*This is the first post on data science for this blog. See this post for an idea what this blog is about.*

Programming is immensely important for data analysis. I didn’t start programming until I was in college, but it is now something I do almost every day. There are some things Microsoft Excel is good for, but these days you often need more power.

Technical computing requires some special tools. The following properties are required of a language:

- The ability for interactive sessions (can help speed development)
- Linear algebra operations (matrix, vector operations)
- Quick and powerful graphing
- A large library of built in functions (statistics, machine learning, etc)

In this post I will summarize the pros and cons of MATLAB and python for scientific computing. Both have pros and cons. Spoiler alert (or TLDR for the millennials out there): I see it as unavoidable to have to use both in my work, but I prefer python if I have the choice.

# MATLAB

I really cut my teeth in scientific computing using MATLAB. If you really master it, you can do some pretty amazing things. I would say 90% of my research since I got my PhD uses MATLAB.

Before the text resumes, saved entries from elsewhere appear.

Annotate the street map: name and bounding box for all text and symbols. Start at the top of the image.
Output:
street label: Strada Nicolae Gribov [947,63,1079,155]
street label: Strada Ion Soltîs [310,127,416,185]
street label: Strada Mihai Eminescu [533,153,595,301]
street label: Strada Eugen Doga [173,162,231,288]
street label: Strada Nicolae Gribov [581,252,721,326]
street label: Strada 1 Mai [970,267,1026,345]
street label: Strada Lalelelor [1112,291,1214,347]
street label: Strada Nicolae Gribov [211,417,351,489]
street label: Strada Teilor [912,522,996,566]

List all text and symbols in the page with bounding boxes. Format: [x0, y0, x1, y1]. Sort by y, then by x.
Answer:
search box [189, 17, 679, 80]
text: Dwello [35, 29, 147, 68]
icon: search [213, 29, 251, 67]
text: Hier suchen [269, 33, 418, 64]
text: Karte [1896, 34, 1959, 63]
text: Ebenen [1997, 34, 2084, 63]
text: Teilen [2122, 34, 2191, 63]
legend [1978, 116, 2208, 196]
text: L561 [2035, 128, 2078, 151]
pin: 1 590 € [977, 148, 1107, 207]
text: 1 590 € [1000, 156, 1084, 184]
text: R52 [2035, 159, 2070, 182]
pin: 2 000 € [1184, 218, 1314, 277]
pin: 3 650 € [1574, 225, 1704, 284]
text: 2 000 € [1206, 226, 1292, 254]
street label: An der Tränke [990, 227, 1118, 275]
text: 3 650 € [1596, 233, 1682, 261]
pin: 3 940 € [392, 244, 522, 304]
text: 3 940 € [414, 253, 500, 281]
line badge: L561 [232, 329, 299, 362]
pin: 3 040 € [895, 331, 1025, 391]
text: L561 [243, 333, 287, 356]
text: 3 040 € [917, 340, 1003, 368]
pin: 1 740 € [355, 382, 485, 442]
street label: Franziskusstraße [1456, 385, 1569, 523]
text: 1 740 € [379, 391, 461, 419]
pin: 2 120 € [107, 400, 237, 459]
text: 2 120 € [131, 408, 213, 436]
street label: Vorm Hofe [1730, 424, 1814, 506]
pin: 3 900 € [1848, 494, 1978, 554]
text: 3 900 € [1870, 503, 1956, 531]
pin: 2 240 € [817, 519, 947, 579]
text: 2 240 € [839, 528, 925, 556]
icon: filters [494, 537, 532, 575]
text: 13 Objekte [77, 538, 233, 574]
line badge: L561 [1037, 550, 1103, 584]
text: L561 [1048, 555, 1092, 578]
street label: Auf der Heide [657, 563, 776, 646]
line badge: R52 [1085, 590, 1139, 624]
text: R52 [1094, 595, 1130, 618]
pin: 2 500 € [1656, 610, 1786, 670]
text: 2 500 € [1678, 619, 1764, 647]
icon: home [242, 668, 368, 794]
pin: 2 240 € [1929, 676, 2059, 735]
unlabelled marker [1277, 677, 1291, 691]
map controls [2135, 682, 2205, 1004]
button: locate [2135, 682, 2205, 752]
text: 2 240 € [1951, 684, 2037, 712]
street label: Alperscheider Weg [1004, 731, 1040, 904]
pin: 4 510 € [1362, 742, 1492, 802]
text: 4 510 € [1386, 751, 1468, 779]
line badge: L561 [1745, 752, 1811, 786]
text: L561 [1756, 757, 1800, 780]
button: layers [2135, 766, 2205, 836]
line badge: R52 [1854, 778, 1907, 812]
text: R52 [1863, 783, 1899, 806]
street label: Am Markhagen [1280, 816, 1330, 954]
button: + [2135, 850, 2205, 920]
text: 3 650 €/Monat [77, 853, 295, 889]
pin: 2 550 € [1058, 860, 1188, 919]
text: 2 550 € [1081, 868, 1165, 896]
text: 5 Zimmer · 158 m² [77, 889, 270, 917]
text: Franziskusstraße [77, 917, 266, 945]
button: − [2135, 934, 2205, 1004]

MATLAB has some definite benefits:

**Very polished IDE**. You have a nice interactive workspace and variable viewer in the main window. The editor has really become more modern in past years with nice features like auto-completion and variable highlighting.**Big set of libraries**. There seems to be an ever expanding universe of toolboxes that do low-level tasks for you so you can get to the real science.**Powerful Graphing**. There is a steep learning curve to learn to graph by code, but it is pretty powerful and easy once you get the hang of it.**Pretty good support at Universities**. Virginia Tech has a pretty comprehensive license that covers most toolboxes. The Advanced Research Computing center at VT has a parallel MATLAB cluster that’s available to students and faculty, as an example of university level support.**Interaction with 3rd party software**. I use some software that plugs into MATLAB/Simulink (CarSim, PreScan).**Simulink**. I don’t use it much, but there are some capabilities you do not have with other programming languages.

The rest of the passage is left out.